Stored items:
_ _ _ _
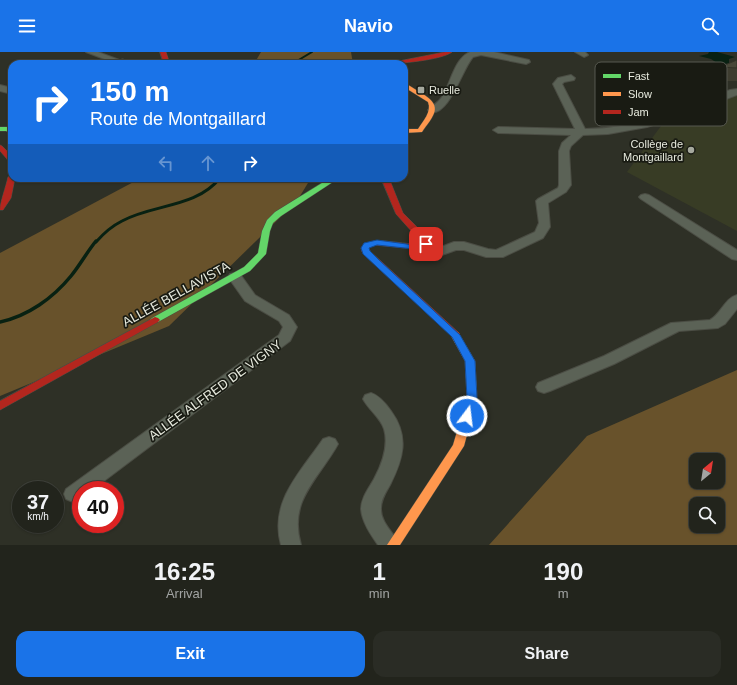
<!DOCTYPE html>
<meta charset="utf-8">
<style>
:root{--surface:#22241c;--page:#2a2c25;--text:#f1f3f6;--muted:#a2a4a3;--line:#3f413b;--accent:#1a73e8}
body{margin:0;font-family:Helvetica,sans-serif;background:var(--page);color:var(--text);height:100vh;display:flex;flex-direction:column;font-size:15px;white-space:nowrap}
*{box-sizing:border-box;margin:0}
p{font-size:13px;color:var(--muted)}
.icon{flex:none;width:22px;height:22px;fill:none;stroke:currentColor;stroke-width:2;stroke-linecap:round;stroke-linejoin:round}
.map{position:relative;height:493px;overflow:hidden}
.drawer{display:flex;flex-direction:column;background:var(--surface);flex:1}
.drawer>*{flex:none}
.top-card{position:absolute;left:8px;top:8px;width:400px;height:122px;border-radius:12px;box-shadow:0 1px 3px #0004,0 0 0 1px var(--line);background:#1a73e8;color:#fff;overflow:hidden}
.needle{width:26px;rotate:30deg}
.controls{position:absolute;left:689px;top:401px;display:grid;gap:8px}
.controls a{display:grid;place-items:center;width:36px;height:36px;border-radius:8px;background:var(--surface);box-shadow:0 1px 3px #0004,0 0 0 1px var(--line);font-size:20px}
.speed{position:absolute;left:12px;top:429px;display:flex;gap:8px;font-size:20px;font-weight:700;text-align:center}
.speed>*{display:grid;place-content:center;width:52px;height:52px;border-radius:50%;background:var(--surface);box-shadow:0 1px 3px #0004,0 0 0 1px var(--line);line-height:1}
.speed small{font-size:10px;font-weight:400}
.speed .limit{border:6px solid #d22;background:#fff;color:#111}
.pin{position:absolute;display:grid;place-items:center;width:34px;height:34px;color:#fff;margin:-17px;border-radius:8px;box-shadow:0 2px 6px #0006}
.me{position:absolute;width:44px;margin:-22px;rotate:15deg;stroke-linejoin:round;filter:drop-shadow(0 0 3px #0008)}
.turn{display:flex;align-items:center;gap:14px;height:84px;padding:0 16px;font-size:18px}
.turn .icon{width:52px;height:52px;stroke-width:2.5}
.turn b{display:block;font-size:28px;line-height:34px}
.lanes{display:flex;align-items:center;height:38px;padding:0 16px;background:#0003;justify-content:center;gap:20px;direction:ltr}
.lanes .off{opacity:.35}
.eta{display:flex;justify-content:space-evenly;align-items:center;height:68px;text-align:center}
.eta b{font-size:24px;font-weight:700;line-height:28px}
.cta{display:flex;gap:8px;margin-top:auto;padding:8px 16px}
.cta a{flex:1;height:46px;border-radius:12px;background:var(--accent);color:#fff;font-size:16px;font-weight:700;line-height:46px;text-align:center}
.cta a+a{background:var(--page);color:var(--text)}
header{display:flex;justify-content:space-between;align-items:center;height:52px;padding:0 16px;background:var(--accent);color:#fff;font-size:18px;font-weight:700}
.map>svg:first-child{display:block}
.built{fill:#383c25}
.green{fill:#68522b;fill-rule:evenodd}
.water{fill:#082112}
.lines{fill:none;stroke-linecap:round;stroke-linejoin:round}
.stream-far2{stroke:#082112;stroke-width:2}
.stream-far1{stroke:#082112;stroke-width:3}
.stream{stroke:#082112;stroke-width:3.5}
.street-casing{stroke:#4b4d44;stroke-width:2}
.fast-casing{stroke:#4b4d44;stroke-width:1}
.slow-casing{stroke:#4b4d44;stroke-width:1}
.jam-casing{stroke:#4b4d44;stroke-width:1}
.street{fill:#5b6256;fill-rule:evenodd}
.fast{fill:#63d668;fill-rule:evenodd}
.slow{fill:#ff974d;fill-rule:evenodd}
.jam{fill:#b3261e;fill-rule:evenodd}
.wall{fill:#3e3d30}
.building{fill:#484738;stroke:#323227}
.route{fill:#1a73e8;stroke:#114b97}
.poi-dot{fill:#a6a99e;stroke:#191b13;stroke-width:1.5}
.labels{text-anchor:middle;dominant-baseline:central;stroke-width:3.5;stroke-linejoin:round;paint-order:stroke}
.far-poi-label{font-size:11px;fill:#e7eade;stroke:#191b13;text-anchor:start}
.street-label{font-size:13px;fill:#e7eade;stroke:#191b13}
.key{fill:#191b13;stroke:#575950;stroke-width:1}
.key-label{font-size:11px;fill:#e7eade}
</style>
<header><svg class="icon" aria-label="menu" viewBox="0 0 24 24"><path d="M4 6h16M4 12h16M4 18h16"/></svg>Navio<svg class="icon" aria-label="search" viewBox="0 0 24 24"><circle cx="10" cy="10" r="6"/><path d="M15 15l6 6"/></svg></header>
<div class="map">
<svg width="737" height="493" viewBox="0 0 737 493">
<rect width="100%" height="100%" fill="#2e3026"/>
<polygon class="built" points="737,43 737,179 627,120 664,70"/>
<g class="green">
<polygon points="261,0 351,0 353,12 254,12"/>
<polygon points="141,126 311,126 297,149 169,274 0,344 0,201"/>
<path d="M737,318v175h-248l98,-109zM696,408h22v22h-22zM696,452h22v22h-22z"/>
</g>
<polygon class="water" points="709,0 717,0 735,5 729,7 729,12 717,11 711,7 699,4 708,2"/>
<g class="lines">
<polyline class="stream-far2" points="292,12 312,0"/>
<path class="stream-far1" d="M96,190c7,-8 16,-16 26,-21 31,-17 74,-13 98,-43"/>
<path class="stream" d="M0,270c28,-6 53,-24 71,-46 9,-11 16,-24 25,-35"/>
<g class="street-casing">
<g id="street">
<polygon points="86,0 98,0 122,9 118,11 115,11"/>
<path d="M470,0h24l35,8 1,2 -4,2 -45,-9 -8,2c-11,12 -24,60 -43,55l-2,-2c5,-5 10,-7 14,-13 9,-14 12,-38 28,-45z"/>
<polygon points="575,0 585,0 588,3 584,5"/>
<path d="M571,23l4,3 -1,2 -10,2 -2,2 23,45c52,0 97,-19 145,-39l7,-1v6l-56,21 -34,11 -39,7 -25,1 -12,11 -2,5 2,34 -5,7 -18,11 2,24 -7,11 -40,19h-17l-22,-7h-8l-14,5 -21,-6 -2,-3 2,-3 4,-1 16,5 13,-5h10l24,7 8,1 39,-18 4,-9 -3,-22 2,-2 20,-11 1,-3v-34l3,-8 9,-8 -73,-2 -5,-3 5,-3 77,2 -22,-45 5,-6z"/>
<polygon points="0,33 12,36 12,42 0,39"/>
<polygon points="645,142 649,143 737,198 737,208 732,207 641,147 639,145 641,143"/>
<polygon points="235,221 240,222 255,243 289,263 297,275 290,289 92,438 81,438 80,447 73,450 66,447 64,442 66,437 279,283 283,275 279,269 245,249 228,225 230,222"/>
<path d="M737,243v14l-12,15 -7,4 -39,3 -65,33 -64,27 -6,2 -6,-2 -2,-4 2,-4 66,-27 67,-33 39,-3c11,-6 15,-22 27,-25z"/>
<path d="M371,341c9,3 15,11 20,18 19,26 12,48 -1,74 -4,7 -9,14 -9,23 -1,14 13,25 19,37h-22c-7,-10 -16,-23 -17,-36 0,-11 8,-21 13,-30 8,-15 15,-33 10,-50 -4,-12 -15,-19 -21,-30l2,-4z"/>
<path d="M329,385l6,2 3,5c-20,36 -50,56 -37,101h-20c-12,-43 19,-72 42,-106z"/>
</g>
</g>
<g class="fast-casing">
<g id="fast">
<polygon points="0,75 7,75 12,77 12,82 6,79 0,79"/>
<polygon points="330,126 339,126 281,164 273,171 270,179 266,202 250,219 158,270 152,270 150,268 152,266 244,215 258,201 262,179 267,168 275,160"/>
</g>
</g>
<g class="slow-casing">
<g id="slow">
<polygon points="123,7 136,12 123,11 107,12"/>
<path d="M404,31c7,3 13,8 19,11 21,13 10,22 -1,38l-18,1v-4h14c5,-8 14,-17 10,-27l-24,-15z"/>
<polygon points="455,279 458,280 475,309 477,346 464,394 400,493 387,493 453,393 467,346 465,309 450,282"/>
</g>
</g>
<g class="jam-casing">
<g id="jam">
<polygon points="160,0 166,0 170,12 164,12"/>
<path d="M445,0h7c-10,8 -54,12 -68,12z"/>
<polygon points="0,93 2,94 12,104 12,114 10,113 7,107 0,99"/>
<path d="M12,123v3h3l-4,20 -8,12h-3c0,-8 6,-23 8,-33z"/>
<path d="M381,126h8l14,35 25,25 2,6 -1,2 -14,3 -41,-4 -5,3 1,3 88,81 2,2 -2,2h-6l-90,-84 -1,-4c10,-15 44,-1 61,-5l-26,-29z"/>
<polygon points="155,265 158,266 160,268 158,270 0,358 0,349"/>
</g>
</g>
<use href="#street" class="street"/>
<use href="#fast" class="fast"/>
<use href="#slow" class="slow"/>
<use href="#jam" class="jam"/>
</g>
<polygon class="wall" points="737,8 737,29 716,29 720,15"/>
<polygon class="building" points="737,8 737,16 720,15"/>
<polygon class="route" points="377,188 414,193 421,193 426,190 430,192 423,198 377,193 369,196 370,199 378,207 460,283 475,309 477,346 471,367 463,367 461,364 467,346 465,309 452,285 363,202 361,196 364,191"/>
<g class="poi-dot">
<rect x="417" y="34" width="8" height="8" rx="2"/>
<circle cx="691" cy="98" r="4"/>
</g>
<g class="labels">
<g class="far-poi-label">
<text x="429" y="38">Ruelle</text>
<text x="683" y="92" text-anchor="end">Collège de<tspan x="683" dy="13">Montgaillard</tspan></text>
</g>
<g class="street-label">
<text transform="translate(176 242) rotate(-29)">ALLÉE BELLAVISTA</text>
<text transform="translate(215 338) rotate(-36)">ALLÉE ALFRED DE VIGNY</text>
</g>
</g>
<rect x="595" y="10" width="132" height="64" rx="6" class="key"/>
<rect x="603" y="22" width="18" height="4" fill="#63d668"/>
<rect x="603" y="40" width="18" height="4" fill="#ff974d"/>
<rect x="603" y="58" width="18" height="4" fill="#b3261e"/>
<g class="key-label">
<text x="628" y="28">Fast</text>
<text x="628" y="46">Slow</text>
<text x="628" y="64">Jam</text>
</g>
</svg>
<div class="controls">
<a><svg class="needle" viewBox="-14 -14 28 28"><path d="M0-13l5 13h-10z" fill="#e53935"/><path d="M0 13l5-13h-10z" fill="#a2a4a3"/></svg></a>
<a><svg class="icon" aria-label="search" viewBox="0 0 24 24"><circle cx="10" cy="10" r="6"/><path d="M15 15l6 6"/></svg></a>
</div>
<div class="speed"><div>37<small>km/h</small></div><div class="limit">40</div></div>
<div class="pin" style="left:426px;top:192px;background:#d93025"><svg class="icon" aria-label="arrive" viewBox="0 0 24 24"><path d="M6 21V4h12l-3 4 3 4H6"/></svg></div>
<svg class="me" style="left:467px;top:364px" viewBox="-20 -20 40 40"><circle r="17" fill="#1a73e8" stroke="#fff" stroke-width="3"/><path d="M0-11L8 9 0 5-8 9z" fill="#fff"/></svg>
<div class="top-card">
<div class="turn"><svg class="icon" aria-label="right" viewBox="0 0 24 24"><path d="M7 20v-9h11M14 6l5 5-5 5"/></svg><div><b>150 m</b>Route de Montgaillard</div></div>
<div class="lanes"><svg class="icon off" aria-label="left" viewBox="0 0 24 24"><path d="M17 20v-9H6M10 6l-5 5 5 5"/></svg><svg class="icon off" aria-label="ahead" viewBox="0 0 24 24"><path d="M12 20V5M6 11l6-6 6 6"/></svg><svg class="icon" aria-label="right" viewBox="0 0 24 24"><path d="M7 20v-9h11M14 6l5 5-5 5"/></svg></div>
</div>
</div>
<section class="drawer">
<div class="eta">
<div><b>16:25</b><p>Arrival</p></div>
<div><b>1</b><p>min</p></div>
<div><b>190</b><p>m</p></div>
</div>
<div class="cta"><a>Exit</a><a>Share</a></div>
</section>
_ _ _ _
* [TASK DESCRIPTION] Within the data above, how many lines include "limit"? The number alone is the answer.

* [FINAL ANSWER] 2